China's banking blind spot

A push to reform China's banking system has been stymied on the US side by tensions over activist Chen Guangcheng, and within China by the entrenched power of the large state-owned banks.

Tensions over the fate of blind Chinese activist Chen Guangcheng have cast a long shadow over the Washington’s attempts to persuade China of the benefits of economic reforms at high-level talks now underway in Beijing.

Senior US officials, including Secretary of State Hillary Clinton and Treasury boss Timothy Geithner, wanted to use the talks to drive home the message that China needs to do more to rebalance its economy, by reducing its reliance on exports and boosting the spending power of Chinese consumers.

And early indications were encouraging. Senior Chinese leaders appeared more willing to discuss issues such as easing restrictions on the foreign ownership of Chinese banks, and forcing Chinese state-owned enterprises to pay higher dividends than they have been in the past.

After all, the US criticisms of the Beijing model – that huge state-owned enterprises are given large advantages to the detriment of smaller privately owned businesses and Chinese consumers – mirror many of the criticisms made by China’s internal critics, who are pushing for far-reaching reforms to the Chinese economy.
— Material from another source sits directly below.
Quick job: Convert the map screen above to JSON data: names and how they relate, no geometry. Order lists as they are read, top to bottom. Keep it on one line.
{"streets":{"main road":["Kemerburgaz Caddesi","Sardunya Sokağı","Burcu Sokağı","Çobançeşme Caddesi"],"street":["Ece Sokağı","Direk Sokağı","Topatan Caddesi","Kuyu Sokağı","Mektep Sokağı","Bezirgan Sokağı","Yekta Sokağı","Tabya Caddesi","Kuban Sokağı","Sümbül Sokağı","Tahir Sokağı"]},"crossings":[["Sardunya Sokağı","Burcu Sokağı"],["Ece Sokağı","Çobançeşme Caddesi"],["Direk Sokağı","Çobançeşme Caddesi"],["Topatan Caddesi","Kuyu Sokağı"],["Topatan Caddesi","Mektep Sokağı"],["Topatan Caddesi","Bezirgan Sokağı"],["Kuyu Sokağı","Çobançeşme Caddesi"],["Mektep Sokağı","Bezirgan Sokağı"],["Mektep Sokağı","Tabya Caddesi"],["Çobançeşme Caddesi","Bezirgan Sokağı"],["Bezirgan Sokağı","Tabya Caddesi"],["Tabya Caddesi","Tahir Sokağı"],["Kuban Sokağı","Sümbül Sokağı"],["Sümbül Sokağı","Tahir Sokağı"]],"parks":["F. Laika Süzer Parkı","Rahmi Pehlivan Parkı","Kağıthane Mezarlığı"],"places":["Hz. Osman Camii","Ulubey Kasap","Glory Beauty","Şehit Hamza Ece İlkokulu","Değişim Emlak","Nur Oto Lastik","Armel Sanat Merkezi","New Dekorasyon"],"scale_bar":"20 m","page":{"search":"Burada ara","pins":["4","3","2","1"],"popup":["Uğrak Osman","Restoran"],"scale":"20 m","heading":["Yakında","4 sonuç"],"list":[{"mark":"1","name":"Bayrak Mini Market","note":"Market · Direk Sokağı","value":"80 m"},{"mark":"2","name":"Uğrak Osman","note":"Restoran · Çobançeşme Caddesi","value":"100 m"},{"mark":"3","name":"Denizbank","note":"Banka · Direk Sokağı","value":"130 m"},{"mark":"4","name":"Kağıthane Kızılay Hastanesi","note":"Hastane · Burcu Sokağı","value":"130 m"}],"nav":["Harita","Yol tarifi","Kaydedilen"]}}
Indeed, the reformist push seemed to get the upper hand last month after Chinese premier Wen Jiabao launched a stinging attack on China’s massive state-controlled banks. "Let me be frank. Our banks earn profit too easily. Why? Because a small number of large banks have a monopoly," he said in an interview on Chinese radio. To break their monopoly, he said, "we must allow private capital to flow into the finance sector."

The attack came in the wake of a move by the Chinese authorities to give the green light to a trial program in the bustling commercial city of Wenzhou. The trial allows private lenders – whose legal status has always been uncertain – to set up investment companies lending to small and medium sized businesses. Smaller companies have long complained that they are starved for credit because China’s huge banks prefer to lend to state-owned enterprises, which enjoy an implicit government guarantee.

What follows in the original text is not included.